Saturday, June 28, 2008

Serving Our City Day 5

Ronnie Spicer rides his bike everywhere he goes. He does odd jobs for businesses and homeowners downtown making enough cash to get by on. He has worked on a yard across the street from our church building and so he and I have built a relationship over the last several years. I invite him to church but he has never taken me up on the offer, but he has let me take him to lunch or sit with him and talk about the Scriptures and pray with him. Yesterday as I was the last vehicle leaving Palmetto Square loaded up with all our picnic supplies Ronnie came riding up on his bicycle. We talked for a few moments and though I had not seen him all week he had been watching us ministering in his neighborhood. He thanked me for what we were doing there and we talked about why we were doing what we were, giving me an opportunity to share the reason for the hope that we have in Christ and how it compels us in love toward our neighbors. But not all in the neighborhood are so thankful.

The day before as I was standing in the park with my children talking with some kids who were there from the neighborhood a car drove by with two men, the car slowed and they yelled several expletives directed at me along with some hand gestures displaying their disapproval of our being in their neighborhood. That evening as I was driving down the streets looking for some of the students for the Arts Academy I ventured to one of those dark houses where one of the boys stays. I got out of the truck and inquired of the whereabouts of the young man, and I was not even acknowledged. It was as if I was speaking in a foreign tongue they did not understand or as if I was invisible to them. Their rejection of me was quite obvious. I continued to inquire, but the best I got was he was not there. Some have been thankful for this work we have done and some are hostile to this work. There is nothing new under the sun.
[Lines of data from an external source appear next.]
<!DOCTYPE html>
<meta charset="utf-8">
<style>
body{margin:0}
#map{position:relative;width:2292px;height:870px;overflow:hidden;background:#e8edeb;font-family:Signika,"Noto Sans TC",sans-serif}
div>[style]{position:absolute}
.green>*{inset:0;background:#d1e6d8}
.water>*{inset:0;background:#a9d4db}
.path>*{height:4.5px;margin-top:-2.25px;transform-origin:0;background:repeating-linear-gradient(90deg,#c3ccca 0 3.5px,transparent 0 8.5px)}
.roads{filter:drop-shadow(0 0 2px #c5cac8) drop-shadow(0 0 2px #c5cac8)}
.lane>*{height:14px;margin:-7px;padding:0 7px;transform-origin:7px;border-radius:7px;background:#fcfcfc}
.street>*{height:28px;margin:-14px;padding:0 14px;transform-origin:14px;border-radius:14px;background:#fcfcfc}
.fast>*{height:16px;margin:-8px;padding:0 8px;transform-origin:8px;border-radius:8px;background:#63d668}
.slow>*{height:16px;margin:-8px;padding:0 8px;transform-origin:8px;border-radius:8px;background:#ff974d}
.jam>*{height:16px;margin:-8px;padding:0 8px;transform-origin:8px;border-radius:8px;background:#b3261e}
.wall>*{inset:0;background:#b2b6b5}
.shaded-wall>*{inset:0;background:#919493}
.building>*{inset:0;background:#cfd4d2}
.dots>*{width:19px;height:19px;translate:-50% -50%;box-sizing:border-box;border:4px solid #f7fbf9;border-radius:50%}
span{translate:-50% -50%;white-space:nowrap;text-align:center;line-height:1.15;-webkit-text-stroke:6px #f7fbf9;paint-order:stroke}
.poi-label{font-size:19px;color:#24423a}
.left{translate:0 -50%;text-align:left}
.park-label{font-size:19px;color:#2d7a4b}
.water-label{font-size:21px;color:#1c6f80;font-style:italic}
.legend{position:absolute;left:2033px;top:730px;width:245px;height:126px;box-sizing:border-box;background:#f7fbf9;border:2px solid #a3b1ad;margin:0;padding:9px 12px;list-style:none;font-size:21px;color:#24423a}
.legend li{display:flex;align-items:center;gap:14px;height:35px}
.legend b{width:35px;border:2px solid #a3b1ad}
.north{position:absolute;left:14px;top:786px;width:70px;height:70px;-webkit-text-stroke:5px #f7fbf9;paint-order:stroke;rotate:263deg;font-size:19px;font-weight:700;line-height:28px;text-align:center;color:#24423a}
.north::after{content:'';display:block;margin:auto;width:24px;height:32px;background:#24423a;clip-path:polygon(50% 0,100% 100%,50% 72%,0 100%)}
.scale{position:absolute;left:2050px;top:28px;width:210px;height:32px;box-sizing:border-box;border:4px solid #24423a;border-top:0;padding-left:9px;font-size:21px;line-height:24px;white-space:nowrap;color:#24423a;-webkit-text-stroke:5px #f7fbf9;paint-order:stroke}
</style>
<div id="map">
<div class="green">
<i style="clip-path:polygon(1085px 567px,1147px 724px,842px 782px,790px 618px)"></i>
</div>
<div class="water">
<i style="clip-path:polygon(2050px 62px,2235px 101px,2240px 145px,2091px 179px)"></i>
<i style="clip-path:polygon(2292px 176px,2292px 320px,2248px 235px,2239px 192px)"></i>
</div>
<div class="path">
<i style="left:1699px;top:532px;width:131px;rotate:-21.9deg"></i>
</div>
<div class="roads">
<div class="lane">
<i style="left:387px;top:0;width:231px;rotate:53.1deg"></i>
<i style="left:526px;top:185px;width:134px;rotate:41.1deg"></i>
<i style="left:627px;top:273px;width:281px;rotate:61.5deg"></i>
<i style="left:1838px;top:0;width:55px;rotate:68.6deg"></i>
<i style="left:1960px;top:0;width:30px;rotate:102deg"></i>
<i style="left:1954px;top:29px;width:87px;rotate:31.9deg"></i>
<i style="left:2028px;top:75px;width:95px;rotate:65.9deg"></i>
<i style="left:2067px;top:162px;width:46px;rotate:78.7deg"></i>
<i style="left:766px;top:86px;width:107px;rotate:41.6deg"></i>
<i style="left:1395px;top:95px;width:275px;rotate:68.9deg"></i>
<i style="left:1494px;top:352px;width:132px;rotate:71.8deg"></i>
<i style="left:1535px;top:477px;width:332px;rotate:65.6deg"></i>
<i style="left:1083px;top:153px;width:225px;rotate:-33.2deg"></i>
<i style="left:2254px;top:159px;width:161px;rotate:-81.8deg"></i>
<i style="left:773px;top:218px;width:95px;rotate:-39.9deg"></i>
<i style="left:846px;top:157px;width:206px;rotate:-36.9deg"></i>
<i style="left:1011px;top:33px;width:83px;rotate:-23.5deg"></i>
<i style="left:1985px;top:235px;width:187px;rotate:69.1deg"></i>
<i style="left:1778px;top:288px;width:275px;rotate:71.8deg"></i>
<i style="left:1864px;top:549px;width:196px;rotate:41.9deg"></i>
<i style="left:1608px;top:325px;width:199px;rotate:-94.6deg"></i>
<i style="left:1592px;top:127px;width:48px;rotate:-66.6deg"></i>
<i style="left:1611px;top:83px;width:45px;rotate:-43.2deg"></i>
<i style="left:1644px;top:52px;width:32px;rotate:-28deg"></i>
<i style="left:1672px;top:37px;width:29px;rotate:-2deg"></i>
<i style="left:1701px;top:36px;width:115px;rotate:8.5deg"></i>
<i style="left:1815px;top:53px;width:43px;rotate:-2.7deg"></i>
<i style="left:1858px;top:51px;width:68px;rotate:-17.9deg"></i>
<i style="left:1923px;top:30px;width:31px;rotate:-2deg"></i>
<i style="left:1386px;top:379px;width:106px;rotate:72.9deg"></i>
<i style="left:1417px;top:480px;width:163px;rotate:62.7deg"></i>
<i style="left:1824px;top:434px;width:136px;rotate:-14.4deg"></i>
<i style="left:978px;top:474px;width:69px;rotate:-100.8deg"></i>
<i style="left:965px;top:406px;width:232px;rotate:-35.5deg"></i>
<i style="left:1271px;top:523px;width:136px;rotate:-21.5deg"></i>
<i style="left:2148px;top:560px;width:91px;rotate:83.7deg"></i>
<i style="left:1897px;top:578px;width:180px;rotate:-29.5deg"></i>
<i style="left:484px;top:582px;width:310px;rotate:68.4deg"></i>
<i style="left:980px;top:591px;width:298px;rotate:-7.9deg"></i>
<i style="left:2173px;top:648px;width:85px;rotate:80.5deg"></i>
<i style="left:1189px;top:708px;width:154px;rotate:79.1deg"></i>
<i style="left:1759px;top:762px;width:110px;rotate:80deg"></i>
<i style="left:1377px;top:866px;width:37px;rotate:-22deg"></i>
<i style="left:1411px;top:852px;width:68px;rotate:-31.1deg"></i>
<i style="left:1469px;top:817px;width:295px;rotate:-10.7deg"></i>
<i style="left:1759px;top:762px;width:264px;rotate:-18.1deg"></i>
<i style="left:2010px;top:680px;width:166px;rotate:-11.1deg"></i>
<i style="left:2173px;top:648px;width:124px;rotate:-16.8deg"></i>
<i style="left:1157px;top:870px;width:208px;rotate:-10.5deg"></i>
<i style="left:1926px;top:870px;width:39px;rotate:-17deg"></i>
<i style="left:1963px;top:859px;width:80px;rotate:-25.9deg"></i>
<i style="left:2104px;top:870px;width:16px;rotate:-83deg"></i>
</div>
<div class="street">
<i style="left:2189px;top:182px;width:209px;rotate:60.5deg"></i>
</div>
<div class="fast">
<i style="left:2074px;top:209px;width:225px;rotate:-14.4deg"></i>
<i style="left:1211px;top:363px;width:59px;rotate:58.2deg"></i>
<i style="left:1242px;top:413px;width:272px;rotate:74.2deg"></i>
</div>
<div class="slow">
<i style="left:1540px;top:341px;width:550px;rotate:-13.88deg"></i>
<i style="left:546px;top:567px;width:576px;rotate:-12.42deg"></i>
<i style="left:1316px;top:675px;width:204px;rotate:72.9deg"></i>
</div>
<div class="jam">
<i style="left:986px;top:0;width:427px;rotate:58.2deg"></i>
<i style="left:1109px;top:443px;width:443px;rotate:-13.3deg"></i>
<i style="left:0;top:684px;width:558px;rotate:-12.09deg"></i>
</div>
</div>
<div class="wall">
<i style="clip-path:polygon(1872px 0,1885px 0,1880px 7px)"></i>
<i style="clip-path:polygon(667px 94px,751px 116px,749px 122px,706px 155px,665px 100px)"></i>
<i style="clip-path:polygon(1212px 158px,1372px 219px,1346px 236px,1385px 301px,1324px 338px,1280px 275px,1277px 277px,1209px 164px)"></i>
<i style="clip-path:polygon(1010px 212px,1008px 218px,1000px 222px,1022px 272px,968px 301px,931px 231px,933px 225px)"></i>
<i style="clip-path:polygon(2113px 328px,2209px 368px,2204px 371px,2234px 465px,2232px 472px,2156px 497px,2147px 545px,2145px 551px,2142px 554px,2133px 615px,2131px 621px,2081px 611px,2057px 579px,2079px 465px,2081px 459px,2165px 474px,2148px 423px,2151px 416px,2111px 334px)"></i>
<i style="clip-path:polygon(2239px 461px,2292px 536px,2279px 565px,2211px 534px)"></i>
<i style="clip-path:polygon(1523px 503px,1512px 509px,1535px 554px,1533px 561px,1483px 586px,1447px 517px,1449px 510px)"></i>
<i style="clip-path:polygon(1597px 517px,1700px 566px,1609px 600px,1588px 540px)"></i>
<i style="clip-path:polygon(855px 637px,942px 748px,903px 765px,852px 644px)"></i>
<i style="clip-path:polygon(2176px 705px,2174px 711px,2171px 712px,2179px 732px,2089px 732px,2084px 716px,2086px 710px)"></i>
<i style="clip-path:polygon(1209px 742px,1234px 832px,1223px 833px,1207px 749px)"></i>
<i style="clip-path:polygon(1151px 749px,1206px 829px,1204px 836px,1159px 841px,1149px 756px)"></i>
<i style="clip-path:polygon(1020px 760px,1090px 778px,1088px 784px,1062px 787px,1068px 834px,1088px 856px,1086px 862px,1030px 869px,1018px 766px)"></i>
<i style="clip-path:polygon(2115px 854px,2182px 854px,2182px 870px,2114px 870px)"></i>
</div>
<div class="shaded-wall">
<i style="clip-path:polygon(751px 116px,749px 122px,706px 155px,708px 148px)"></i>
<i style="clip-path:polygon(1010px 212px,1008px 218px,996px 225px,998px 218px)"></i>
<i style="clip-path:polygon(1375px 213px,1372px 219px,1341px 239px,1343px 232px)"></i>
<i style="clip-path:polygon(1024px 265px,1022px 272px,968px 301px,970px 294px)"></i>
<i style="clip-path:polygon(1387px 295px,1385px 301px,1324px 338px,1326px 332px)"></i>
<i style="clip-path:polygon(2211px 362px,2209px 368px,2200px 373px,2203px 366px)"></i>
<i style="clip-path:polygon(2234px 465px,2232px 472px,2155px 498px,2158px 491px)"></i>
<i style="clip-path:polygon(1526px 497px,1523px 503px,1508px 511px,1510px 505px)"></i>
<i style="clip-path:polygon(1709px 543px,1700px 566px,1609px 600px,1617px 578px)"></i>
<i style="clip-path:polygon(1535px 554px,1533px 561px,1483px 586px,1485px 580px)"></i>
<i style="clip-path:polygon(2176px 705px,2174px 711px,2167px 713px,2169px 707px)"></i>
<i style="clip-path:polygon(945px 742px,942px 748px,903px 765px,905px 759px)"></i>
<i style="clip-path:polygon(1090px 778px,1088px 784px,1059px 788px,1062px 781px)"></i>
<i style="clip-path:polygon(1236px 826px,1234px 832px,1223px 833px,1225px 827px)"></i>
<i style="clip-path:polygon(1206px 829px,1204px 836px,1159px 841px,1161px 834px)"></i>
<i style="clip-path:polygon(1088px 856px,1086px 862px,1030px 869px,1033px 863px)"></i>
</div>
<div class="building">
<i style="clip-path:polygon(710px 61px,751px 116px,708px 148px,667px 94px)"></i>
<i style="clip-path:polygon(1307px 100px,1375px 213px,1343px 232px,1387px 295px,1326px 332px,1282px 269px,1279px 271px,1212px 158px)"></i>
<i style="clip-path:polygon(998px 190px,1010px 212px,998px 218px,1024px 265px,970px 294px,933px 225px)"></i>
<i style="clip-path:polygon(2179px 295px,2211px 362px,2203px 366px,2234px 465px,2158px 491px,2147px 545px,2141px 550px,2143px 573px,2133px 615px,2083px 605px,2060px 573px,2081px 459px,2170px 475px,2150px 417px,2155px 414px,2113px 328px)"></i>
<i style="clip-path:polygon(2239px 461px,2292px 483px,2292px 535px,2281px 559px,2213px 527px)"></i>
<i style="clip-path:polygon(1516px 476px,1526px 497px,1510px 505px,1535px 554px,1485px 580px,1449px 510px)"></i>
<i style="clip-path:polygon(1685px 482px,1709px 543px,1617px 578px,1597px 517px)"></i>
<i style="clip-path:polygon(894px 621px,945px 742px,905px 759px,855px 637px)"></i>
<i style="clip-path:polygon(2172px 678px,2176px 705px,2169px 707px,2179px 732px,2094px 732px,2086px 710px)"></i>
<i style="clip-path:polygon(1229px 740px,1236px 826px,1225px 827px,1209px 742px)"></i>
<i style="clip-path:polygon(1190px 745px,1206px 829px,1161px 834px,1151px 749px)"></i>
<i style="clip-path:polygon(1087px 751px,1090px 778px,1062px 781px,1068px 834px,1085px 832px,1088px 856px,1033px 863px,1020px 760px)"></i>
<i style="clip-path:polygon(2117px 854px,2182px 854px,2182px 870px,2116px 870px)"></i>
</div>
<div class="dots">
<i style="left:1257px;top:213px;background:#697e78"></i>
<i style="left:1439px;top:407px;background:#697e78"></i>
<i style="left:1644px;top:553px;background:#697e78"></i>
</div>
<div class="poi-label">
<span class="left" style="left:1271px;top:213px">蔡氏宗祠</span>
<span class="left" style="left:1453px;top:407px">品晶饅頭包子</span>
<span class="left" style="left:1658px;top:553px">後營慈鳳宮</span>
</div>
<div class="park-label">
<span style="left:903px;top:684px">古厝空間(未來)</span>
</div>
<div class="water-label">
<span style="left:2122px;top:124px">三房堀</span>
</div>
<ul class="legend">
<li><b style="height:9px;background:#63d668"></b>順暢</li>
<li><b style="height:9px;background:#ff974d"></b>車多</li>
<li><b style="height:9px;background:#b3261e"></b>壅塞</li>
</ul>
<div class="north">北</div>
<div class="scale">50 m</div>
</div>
Friday’s ministry started later giving everyone a little more rest before we began. We gathered our supplies at the church for the cookout in the park. We looked together at God’s word how he came near to us to take on our brokenness in the brokenness of his Son in his death, and how he calls his followers to follow him toward their neighbors in that same way by taking up their crosses and coming after him. We then prayed together and set off for the park. Some of us cooked hamburgers and hotdogs while others served them. Others helped children get their plates and eat and some lead the children in games or playing at the playground. This was our opportunity to set the table for our neighbors and invite them him to eat with us. This was the final event of our week of ministry to our neighbors in the city. It afforded great opportunities to share the love of God in Christ with our friends young and old. It was a joy to watch an intergenerational ministry taking place.

While our week of ministry has come to a close, our serving our neighbors in the city will continue throughout the year. New relationships have been built through the week that need to be followed up with prayer, Bible study and the sharing of our lives. Previous relationships have been strengthened, and new opportunities for ministry have to be developed and carried out. We will be praying to the Lord of the harvest to raise up workers for the harvest field, workers that work from worship to work. We will be gathering for prayer and planning to ask the Lord to lead us in our next steps of ministry in the city as our Director of Mercy and Evangelism, Ryan West, moves on to Louisville Kentucky to pursue further education. And we will give thanks for the work he is doning in our lives to enable us by his grace to extend a passion for knowing and delighting in the glory of God in the place he has planted us.